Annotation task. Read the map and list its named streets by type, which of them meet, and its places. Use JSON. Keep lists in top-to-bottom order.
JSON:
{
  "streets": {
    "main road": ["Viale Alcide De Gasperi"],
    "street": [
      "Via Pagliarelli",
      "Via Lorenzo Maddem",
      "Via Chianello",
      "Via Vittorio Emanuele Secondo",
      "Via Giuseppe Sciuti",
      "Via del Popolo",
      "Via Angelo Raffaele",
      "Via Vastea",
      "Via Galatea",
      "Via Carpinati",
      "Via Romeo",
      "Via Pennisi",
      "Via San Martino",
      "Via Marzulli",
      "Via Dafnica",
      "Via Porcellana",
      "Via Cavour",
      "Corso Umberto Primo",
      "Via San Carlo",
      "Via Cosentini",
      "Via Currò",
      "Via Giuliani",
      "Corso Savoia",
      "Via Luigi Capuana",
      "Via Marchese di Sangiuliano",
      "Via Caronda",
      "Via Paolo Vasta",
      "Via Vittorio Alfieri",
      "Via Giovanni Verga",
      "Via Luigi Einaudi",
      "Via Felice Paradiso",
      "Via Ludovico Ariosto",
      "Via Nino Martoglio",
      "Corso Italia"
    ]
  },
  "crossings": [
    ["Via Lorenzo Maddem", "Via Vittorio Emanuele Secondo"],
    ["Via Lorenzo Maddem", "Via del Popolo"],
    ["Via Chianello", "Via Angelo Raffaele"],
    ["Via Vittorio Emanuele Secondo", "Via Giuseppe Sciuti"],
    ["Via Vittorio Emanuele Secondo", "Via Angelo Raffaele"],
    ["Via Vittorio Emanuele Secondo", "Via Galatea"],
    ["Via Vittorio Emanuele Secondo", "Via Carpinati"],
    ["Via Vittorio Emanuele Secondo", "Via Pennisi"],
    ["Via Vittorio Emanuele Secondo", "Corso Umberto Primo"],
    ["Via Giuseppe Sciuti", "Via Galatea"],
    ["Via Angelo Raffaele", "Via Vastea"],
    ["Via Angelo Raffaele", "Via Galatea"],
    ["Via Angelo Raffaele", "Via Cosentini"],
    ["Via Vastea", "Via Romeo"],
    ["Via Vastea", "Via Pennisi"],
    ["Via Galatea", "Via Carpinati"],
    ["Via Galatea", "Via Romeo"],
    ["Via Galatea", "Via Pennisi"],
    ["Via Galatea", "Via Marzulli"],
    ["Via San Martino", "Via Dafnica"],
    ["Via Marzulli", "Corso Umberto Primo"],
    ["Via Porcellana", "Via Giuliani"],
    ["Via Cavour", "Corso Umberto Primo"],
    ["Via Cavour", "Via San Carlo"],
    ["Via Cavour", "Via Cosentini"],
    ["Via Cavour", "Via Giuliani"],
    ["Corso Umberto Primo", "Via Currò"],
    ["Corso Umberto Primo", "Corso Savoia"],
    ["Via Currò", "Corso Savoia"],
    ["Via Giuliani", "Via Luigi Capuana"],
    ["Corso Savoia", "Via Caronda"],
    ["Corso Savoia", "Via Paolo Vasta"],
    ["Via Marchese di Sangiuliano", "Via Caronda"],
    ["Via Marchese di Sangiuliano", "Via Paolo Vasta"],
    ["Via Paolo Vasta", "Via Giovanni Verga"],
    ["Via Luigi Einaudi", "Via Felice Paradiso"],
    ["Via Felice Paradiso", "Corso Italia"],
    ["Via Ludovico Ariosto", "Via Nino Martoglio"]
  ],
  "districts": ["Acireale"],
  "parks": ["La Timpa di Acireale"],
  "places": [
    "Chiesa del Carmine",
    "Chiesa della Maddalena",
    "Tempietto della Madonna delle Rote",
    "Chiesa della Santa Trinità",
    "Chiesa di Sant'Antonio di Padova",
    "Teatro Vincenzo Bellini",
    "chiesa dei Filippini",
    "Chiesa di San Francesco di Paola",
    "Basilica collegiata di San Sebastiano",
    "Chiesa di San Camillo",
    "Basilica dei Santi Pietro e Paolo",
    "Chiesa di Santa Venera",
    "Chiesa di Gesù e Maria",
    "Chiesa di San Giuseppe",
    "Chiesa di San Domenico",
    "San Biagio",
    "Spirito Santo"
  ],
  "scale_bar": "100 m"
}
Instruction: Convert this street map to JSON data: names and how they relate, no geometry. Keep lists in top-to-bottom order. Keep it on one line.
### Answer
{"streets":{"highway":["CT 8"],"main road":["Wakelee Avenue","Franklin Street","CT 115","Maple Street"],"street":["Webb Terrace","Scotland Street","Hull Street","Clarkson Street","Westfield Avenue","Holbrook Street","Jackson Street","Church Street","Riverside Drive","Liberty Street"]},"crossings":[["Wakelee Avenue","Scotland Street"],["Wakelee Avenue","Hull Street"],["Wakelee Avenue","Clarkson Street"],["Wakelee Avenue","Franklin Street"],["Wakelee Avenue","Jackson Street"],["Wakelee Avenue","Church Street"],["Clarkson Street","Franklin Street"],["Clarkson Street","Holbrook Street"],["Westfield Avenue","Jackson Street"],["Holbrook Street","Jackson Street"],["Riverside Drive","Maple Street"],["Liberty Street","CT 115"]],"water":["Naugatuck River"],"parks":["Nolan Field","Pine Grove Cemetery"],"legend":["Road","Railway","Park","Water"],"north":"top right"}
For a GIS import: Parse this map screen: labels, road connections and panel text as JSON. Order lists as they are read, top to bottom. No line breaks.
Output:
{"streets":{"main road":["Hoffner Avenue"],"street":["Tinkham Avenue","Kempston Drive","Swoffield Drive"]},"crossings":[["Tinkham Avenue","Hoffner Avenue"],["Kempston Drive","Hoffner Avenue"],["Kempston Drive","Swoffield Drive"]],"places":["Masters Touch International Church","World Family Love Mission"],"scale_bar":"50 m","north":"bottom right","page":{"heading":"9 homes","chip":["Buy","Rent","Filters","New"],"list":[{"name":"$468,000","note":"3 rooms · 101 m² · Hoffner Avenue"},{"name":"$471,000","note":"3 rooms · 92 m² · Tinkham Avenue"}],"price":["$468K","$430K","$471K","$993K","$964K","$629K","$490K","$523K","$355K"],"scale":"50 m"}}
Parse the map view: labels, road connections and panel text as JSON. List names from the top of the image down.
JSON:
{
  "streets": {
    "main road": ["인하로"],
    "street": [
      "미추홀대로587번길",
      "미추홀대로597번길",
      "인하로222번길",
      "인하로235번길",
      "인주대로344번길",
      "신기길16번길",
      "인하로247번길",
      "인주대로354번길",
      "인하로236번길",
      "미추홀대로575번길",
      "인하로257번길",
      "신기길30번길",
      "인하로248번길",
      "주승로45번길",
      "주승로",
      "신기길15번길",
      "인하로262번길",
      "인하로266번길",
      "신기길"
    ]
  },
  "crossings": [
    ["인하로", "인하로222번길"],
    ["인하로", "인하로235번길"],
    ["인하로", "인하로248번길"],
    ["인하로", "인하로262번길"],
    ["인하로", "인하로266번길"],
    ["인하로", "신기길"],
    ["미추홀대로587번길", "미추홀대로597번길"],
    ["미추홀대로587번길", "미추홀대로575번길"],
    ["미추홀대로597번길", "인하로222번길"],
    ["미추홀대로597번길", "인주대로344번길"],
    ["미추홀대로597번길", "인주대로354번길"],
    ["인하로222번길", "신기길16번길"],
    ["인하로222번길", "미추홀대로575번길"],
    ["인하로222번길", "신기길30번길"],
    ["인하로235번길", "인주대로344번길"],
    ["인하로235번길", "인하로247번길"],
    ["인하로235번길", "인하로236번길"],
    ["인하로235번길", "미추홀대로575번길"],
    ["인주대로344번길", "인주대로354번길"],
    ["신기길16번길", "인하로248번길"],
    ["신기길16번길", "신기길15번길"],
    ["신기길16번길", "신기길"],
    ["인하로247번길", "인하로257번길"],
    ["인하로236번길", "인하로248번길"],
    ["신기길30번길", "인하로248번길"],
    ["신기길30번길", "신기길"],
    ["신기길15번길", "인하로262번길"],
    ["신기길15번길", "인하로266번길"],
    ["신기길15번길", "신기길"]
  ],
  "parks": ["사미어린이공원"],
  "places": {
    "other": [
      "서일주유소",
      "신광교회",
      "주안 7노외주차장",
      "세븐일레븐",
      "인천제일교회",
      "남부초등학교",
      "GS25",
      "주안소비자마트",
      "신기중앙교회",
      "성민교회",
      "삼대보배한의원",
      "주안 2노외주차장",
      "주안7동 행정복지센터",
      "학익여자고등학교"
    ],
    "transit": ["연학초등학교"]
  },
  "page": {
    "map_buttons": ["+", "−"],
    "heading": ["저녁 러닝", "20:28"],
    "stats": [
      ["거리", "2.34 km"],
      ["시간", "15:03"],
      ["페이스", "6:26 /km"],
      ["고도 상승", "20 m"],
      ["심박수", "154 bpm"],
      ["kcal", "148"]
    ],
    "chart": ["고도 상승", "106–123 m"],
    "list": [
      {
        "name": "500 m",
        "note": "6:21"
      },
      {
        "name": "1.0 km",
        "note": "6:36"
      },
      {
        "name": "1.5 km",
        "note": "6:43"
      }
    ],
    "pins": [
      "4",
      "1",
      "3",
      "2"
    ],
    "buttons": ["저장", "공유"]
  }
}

TASK BRIEF:
Look over the listing above. Pick out and copy every line that includes "Luigi".

RESPONSE:
      "Via Luigi Capuana",
      "Via Luigi Einaudi",
    ["Via Giuliani", "Via Luigi Capuana"],
    ["Via Luigi Einaudi", "Via Felice Paradiso"],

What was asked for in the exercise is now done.